[Saved entries]
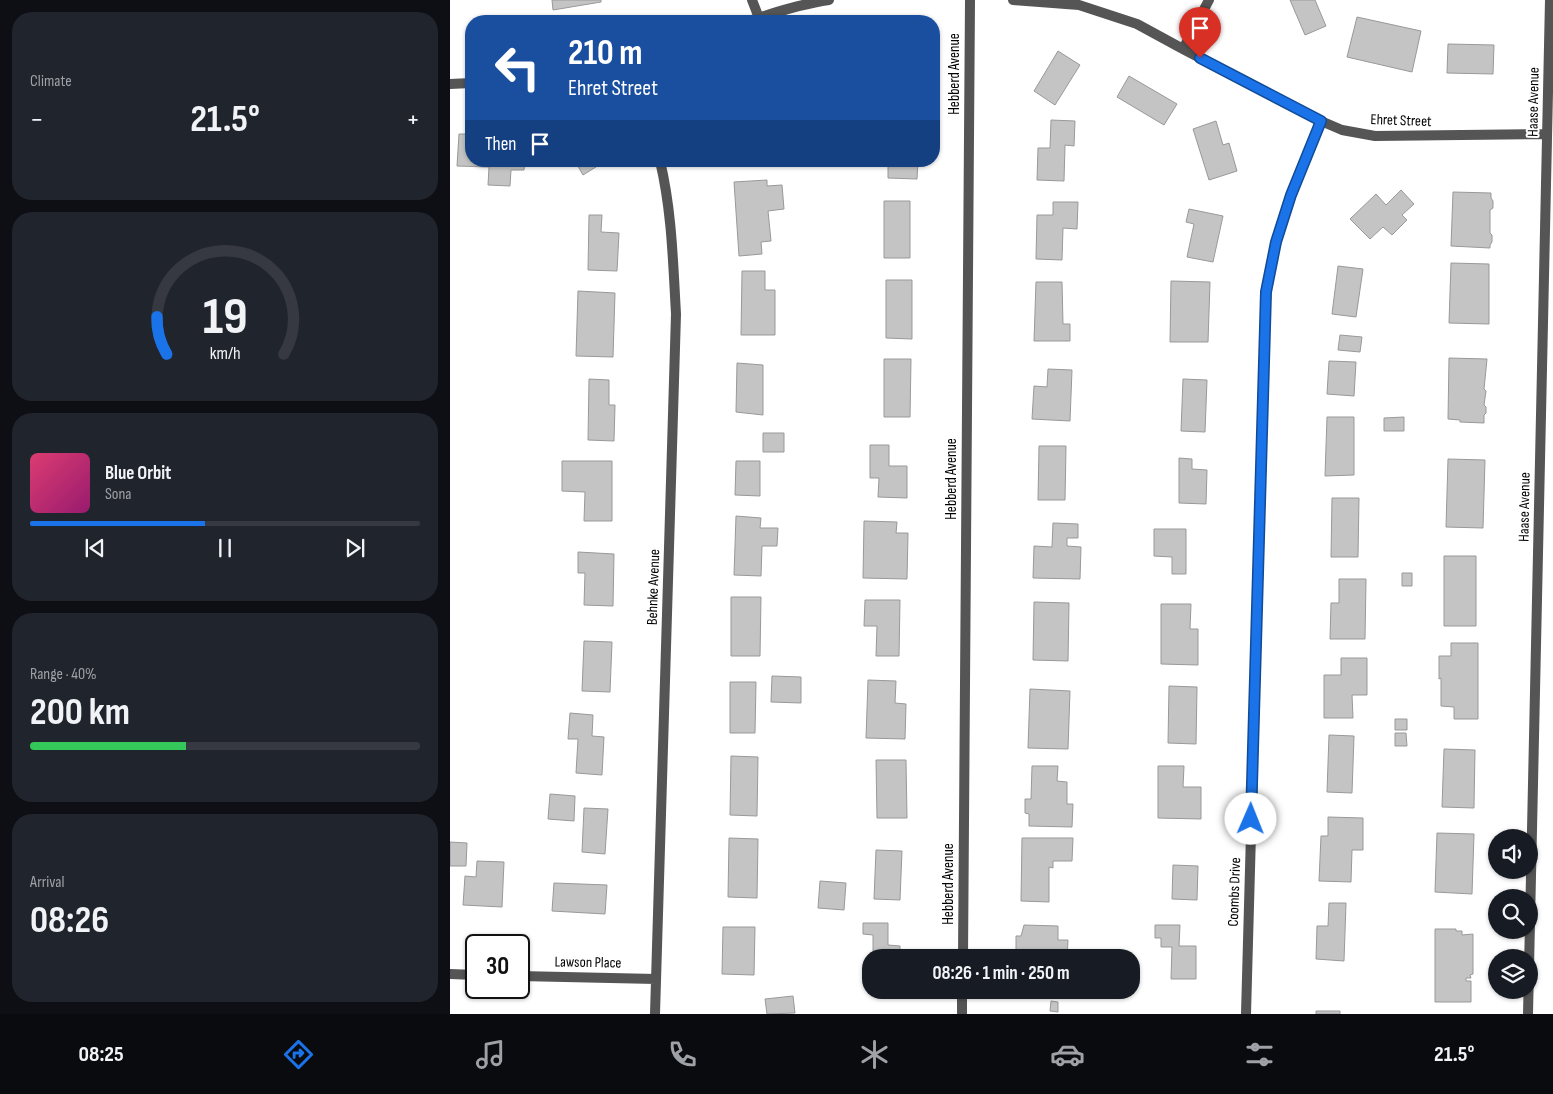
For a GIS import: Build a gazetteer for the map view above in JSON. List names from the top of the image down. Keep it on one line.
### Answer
{"streets":{"street":["Hebberd Avenue","Haase Avenue","Ehret Street","Behnke Avenue","Coombs Drive","Lawson Place"]},"crossings":[["Haase Avenue","Ehret Street"],["Ehret Street","Coombs Drive"],["Behnke Avenue","Lawson Place"]],"page":{"tile":["Climate",["Range · 40%","200 km"],["Arrival","08:26"]],"turn":["210 m","Ehret Street"],"heat":["−","21.5°","+"],"then":"Then","song":["Blue Orbit","Sona"],"limit":"30","trip":"08:26 · 1 min · 250 m","tabs":["08:25","21.5°"],"gauge":["19","km/h"]}}
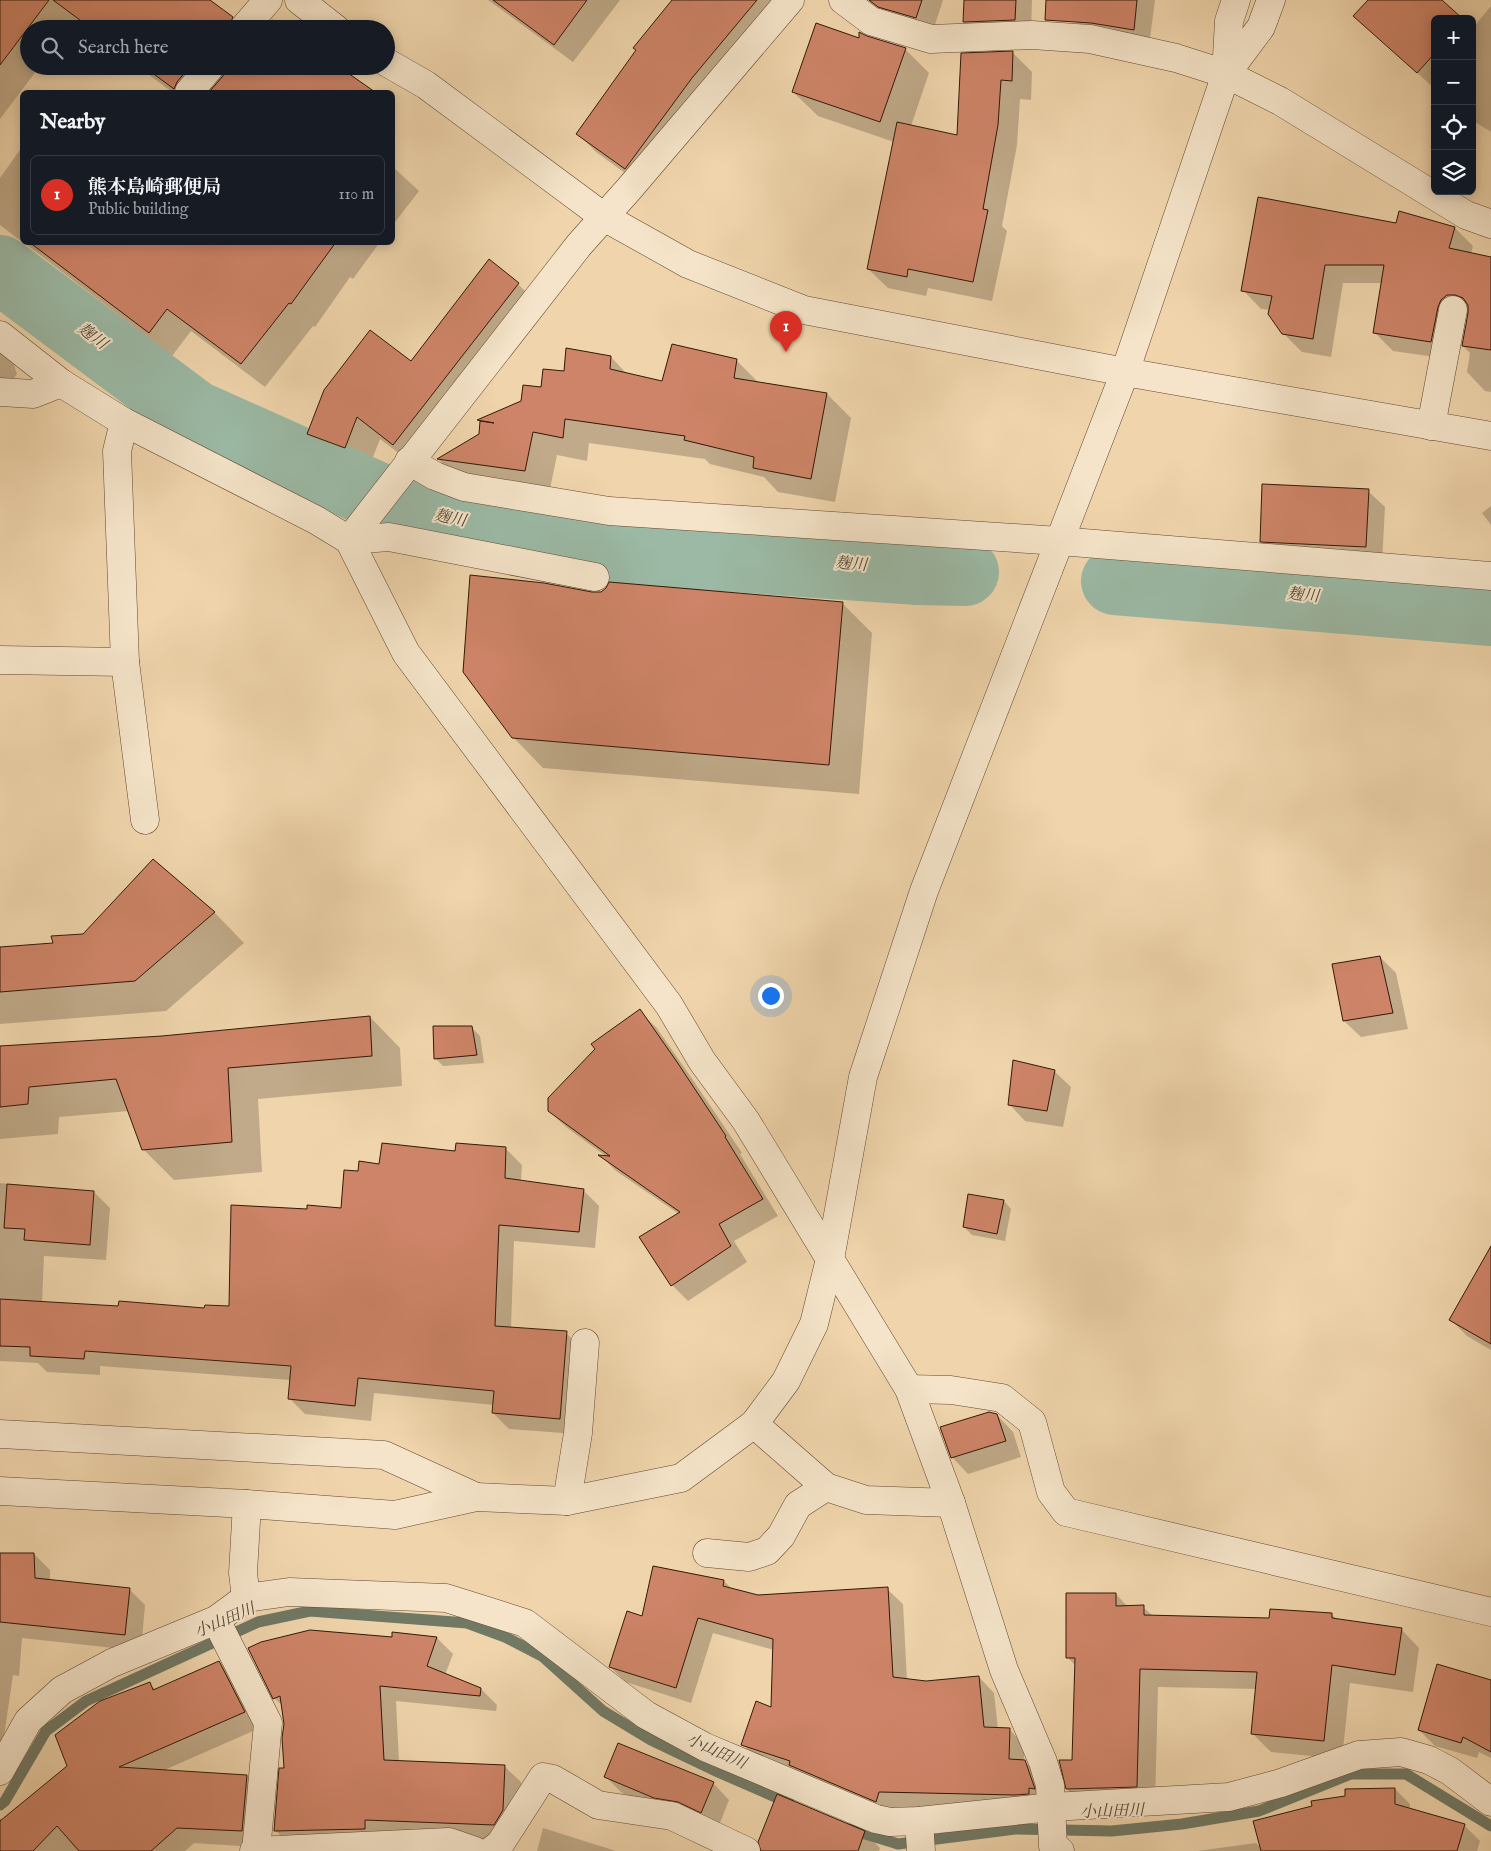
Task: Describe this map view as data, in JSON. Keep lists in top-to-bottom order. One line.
{"water":["麹川","小山田川"],"page":{"map_buttons":["+","−"],"search":"Search here","heading":"Nearby","list":[{"mark":"1","name":"熊本島崎郵便局","note":"Public building","value":"110 m"}],"pins":"1"}}
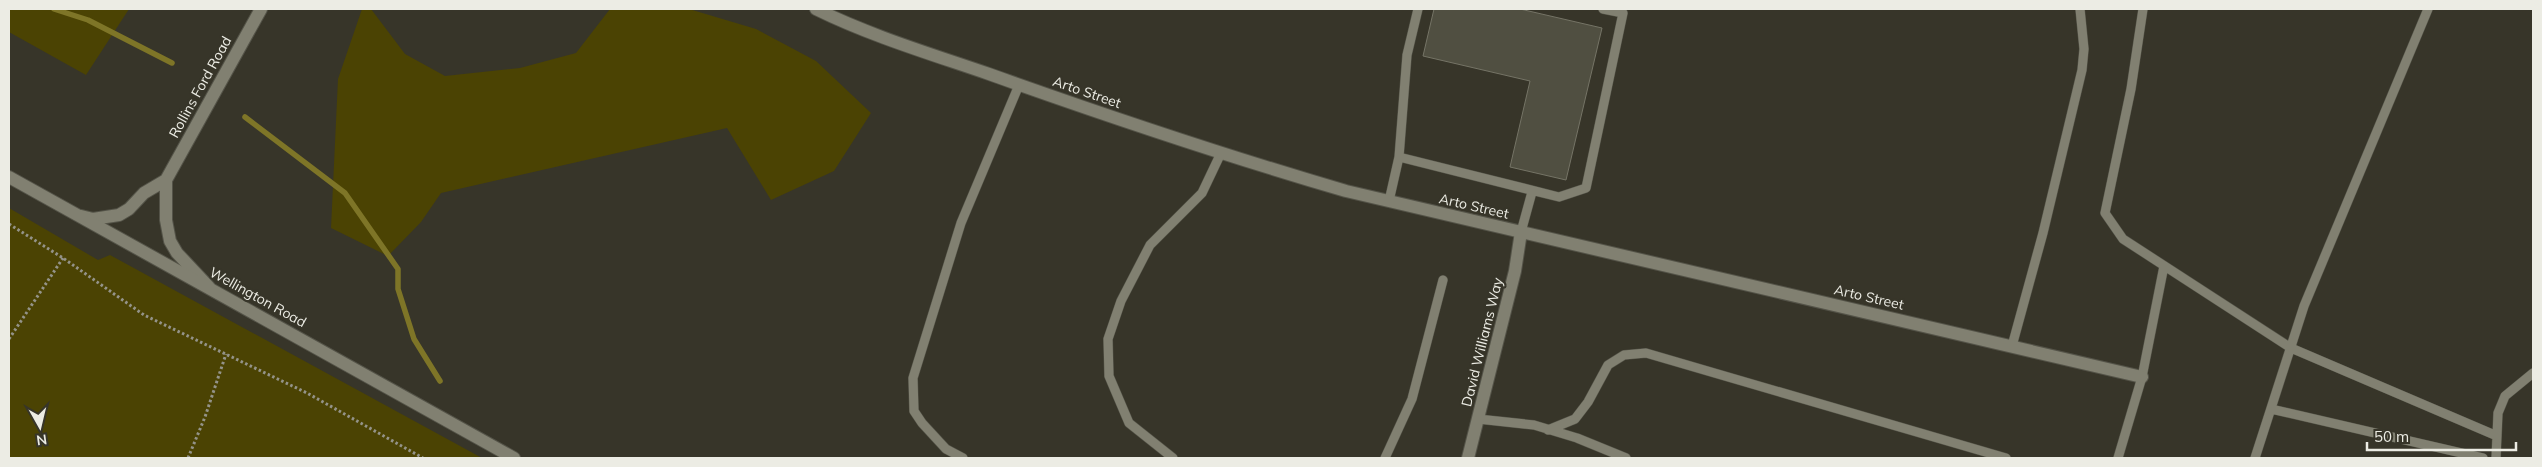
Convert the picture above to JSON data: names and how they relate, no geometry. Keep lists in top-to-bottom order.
{
  "streets": {
    "street": [
      "Rollins Ford Road",
      "Arto Street",
      "Wellington Road",
      "David Williams Way"
    ]
  },
  "crossings": [
    ["Rollins Ford Road", "Wellington Road"],
    ["Arto Street", "David Williams Way"]
  ],
  "scale_bar": "50 m",
  "north": "bottom"
}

**Task instructions**
What's needed here is an exact repeat of all the records above, pictures excluded.

**Reply**
For a GIS import: Build a gazetteer for the map view above in JSON. List names from the top of the image down. Keep it on one line.
### Answer
{"streets":{"street":["Hebberd Avenue","Haase Avenue","Ehret Street","Behnke Avenue","Coombs Drive","Lawson Place"]},"crossings":[["Haase Avenue","Ehret Street"],["Ehret Street","Coombs Drive"],["Behnke Avenue","Lawson Place"]],"page":{"tile":["Climate",["Range · 40%","200 km"],["Arrival","08:26"]],"turn":["210 m","Ehret Street"],"heat":["−","21.5°","+"],"then":"Then","song":["Blue Orbit","Sona"],"limit":"30","trip":"08:26 · 1 min · 250 m","tabs":["08:25","21.5°"],"gauge":["19","km/h"]}}
Task: Describe this map view as data, in JSON. Keep lists in top-to-bottom order. One line.
{"water":["麹川","小山田川"],"page":{"map_buttons":["+","−"],"search":"Search here","heading":"Nearby","list":[{"mark":"1","name":"熊本島崎郵便局","note":"Public building","value":"110 m"}],"pins":"1"}}
Convert the picture above to JSON data: names and how they relate, no geometry. Keep lists in top-to-bottom order.
{
  "streets": {
    "street": [
      "Rollins Ford Road",
      "Arto Street",
      "Wellington Road",
      "David Williams Way"
    ]
  },
  "crossings": [
    ["Rollins Ford Road", "Wellington Road"],
    ["Arto Street", "David Williams Way"]
  ],
  "scale_bar": "50 m",
  "north": "bottom"
}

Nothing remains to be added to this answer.